- [Task details]: This exercise asks for a copy of each line in the records below with the word "turn" in it.
*** Opening Data shown ***
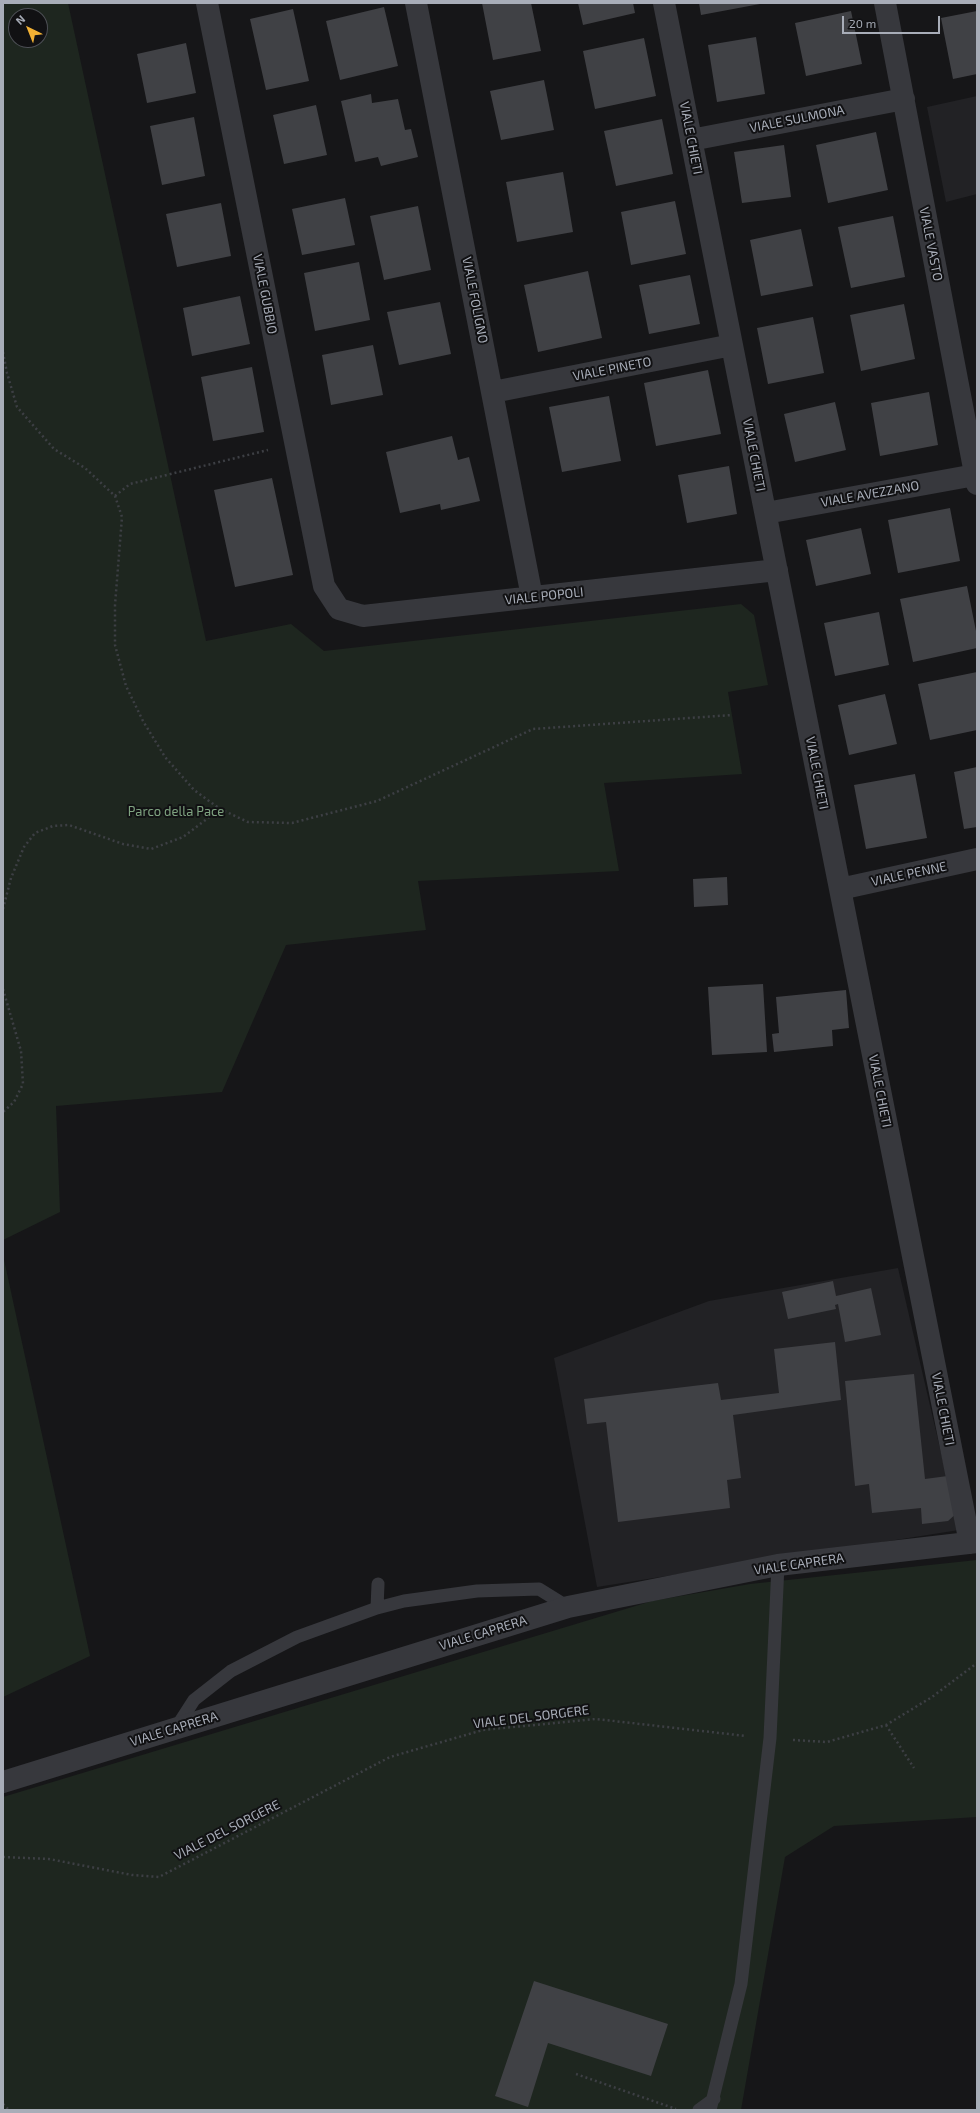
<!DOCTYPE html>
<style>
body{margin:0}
#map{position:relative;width:980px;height:2113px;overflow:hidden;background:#161618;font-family:"Exo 2",sans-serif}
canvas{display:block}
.frame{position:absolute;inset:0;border:4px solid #a8adb8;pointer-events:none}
.north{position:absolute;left:8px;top:8px;width:40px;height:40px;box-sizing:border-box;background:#111113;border:1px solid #4d4f55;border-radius:50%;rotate:317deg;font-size:11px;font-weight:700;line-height:16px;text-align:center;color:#a8adb8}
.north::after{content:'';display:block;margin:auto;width:14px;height:18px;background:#f2b134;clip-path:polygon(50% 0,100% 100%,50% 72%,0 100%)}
.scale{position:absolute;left:842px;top:16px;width:98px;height:18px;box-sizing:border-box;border:2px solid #a8adb8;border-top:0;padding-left:5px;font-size:12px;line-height:14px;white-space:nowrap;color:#a8adb8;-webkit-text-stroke:3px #111113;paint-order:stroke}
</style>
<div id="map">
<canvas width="980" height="2113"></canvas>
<div class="frame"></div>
<div class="north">N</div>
<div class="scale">20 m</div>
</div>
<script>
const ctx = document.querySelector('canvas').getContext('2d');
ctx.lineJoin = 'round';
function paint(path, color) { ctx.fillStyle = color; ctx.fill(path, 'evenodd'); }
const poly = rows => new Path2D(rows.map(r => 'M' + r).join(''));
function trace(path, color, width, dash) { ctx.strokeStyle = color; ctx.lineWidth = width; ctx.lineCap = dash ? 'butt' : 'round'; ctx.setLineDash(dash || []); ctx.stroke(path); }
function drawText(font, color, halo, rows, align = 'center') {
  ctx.font = font + ' "Exo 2",sans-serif'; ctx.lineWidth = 4; ctx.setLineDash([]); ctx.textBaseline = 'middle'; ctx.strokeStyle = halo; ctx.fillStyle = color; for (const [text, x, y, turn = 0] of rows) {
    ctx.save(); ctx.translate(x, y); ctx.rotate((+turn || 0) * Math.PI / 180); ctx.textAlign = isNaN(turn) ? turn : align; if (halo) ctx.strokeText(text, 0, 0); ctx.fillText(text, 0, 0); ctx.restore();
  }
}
const built = poly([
 [977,96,977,194,946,202,927,107],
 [898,1268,959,1530,597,1587,554,1358,709,1301]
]);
const green = poly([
 [3,3,68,3,206,641,291,624,324,651,741,604,754,615,768,685,728,692,742,774,604,783,619,871,418,881,426,930,286,945,222,1092,56,1106,60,1212,3,1240],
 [16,16,40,16,40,40,16,40],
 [3,1255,90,1656,3,1697],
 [977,1560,977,1817,834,1826,785,1857,741,2110,3,2110,3,1797,652,1601,750,1584]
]);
const building = poly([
 [482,3,531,3,541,51,493,60],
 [578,3,633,3,635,13,583,25],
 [699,3,760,3,760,4,701,15],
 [384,7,398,66,340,80,326,21],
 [293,9,309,81,266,90,250,19],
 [851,11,862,64,806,76,795,23],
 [977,11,977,74,953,79,941,18],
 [756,37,765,94,717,102,708,45],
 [644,38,656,96,595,109,583,51],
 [186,43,196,93,147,103,137,54],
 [544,80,554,130,501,140,490,91],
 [371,94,372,103,398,99,405,130,411,129,418,157,381,166,378,157,355,162,341,101],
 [316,105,327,155,284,164,273,115],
 [194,117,205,176,162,185,150,126],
 [662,119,673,174,616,186,604,131],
 [876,132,888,190,828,203,816,145],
 [784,145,791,197,742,203,734,152],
 [563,172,573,232,517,242,506,182],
 [345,198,355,245,302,255,292,209],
 [675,201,686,254,631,265,621,212],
 [221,203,231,256,177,267,166,214],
 [418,206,431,270,384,280,370,216],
 [893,216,905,277,851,288,838,227],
 [801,229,813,286,761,296,750,240],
 [359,262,370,320,315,331,304,273],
 [588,271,602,338,538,352,524,285],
 [690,275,700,324,649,334,639,285],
 [240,296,250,344,192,356,183,308],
 [440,302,451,354,399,365,387,312],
 [904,304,915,359,861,371,850,315],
 [813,317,824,373,768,384,757,328],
 [373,345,383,395,331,405,322,355],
 [252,367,264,432,213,441,201,377],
 [708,370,721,434,656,446,644,383],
 [929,392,938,445,880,456,871,403],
 [609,396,621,461,562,472,549,407],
 [835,402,846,450,795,462,784,414],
 [452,436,458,460,469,457,480,501,441,510,440,504,400,513,386,452],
 [729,466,737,514,687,523,678,475],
 [272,478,293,575,235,587,214,490],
 [950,508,960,561,898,573,888,520],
 [861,528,871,574,816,586,806,540],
 [967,586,977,636,977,648,913,662,900,599],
 [879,612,889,665,835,676,824,623],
 [977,672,977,730,930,740,918,684],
 [885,694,897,744,849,755,838,705],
 [977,767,977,827,964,829,954,772],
 [915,774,927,838,866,849,854,785],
 [727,877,728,905,694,907,693,879],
 [763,984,767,1052,712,1055,708,987],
 [846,990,849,1028,832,1030,833,1046,774,1052,772,1034,779,1033,776,997],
 [833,1281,836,1296,871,1288,881,1335,845,1342,838,1304,835,1305,836,1309,788,1319,782,1292],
 [835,1342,841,1400,733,1415,741,1478,727,1480,730,1508,618,1522,606,1422,587,1424,584,1399,718,1383,721,1400,779,1393,774,1349],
 [914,1374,925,1479,955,1475,959,1511,948,1521,922,1524,921,1508,872,1513,869,1484,855,1486,845,1381],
 [534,1981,668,2024,651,2076,548,2043,528,2107,495,2096]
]);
const path = poly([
 [3,352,7,373,17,407,54,449,85,468,115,496,122,517,115,605,115,645,126,686,143,721,165,757,194,790,220,809,248,822,292,823,377,801,533,729,732,715],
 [115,496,130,484,268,450],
 [3,909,11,878,24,847,35,833,53,826,69,825,123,844,151,849,183,837,220,809],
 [3,989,21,1051,23,1084,14,1102,3,1112],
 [886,1725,914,1768],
 [793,1740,827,1742,886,1725,932,1697,977,1663],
 [3,1857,49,1859,132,1875,159,1877,390,1757,483,1730,596,1719,746,1736],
 [576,2074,676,2109],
 [3,2104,9,2110]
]);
const service = poly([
 [377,1608,378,1584],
 [176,1728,194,1700,231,1671,297,1637,377,1608,404,1601,477,1591,539,1589,568,1607],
 [699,2110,714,2099],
 [710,2110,741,1984,770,1738,778,1565]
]);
const minor = poly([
 [207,3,324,586,339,609,363,616,777,570],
 [416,3,532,597],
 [664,3,970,1543],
 [885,3,977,484],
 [691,140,904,99],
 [493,392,732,345],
 [766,513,975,475],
 [840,889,977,859],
 [3,1782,568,1607,778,1565,977,1542]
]);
const streetNames = [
 ["VIALE SULMONA",797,119,-11],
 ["VIALE CHIETI",691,138,79],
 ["VIALE VASTO",931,244,79],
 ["VIALE GUBBIO",265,294,79],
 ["VIALE FOLIGNO",475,300,79],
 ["VIALE PINETO",612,369,-11],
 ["VIALE CHIETI",754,455,79],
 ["VIALE AVEZZANO",870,494,-10],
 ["VIALE POPOLI",544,596,-6],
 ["VIALE CHIETI",817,773,79],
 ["VIALE PENNE",909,874,-12],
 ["VIALE CHIETI",880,1091,79],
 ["VIALE CHIETI",943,1409,79],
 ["VIALE CAPRERA",799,1564,-8],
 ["VIALE CAPRERA",483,1633,-17],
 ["VIALE DEL SORGERE",531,1717,-7],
 ["VIALE CAPRERA",174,1729,-17],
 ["VIALE DEL SORGERE",227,1830,-27]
];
const parkNames = [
 ["Parco della Pace",176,812]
];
paint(built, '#222225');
paint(green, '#1e261f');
paint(building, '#404145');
trace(path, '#3d3f44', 2.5, [2, 3]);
trace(service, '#37383d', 13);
trace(minor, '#37383d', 22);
drawText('13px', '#a8adb8', '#111113', streetNames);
drawText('13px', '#7fa381', '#111113', parkNames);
</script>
*** Closing Data shown ***
- [Answer box]:
  ctx.font = font + ' "Exo 2",sans-serif'; ctx.lineWidth = 4; ctx.setLineDash([]); ctx.textBaseline = 'middle'; ctx.strokeStyle = halo; ctx.fillStyle = color; for (const [text, x, y, turn = 0] of rows) {
    ctx.save(); ctx.translate(x, y); ctx.rotate((+turn || 0) * Math.PI / 180); ctx.textAlign = isNaN(turn) ? turn : align; if (halo) ctx.strokeText(text, 0, 0); ctx.fillText(text, 0, 0); ctx.restore();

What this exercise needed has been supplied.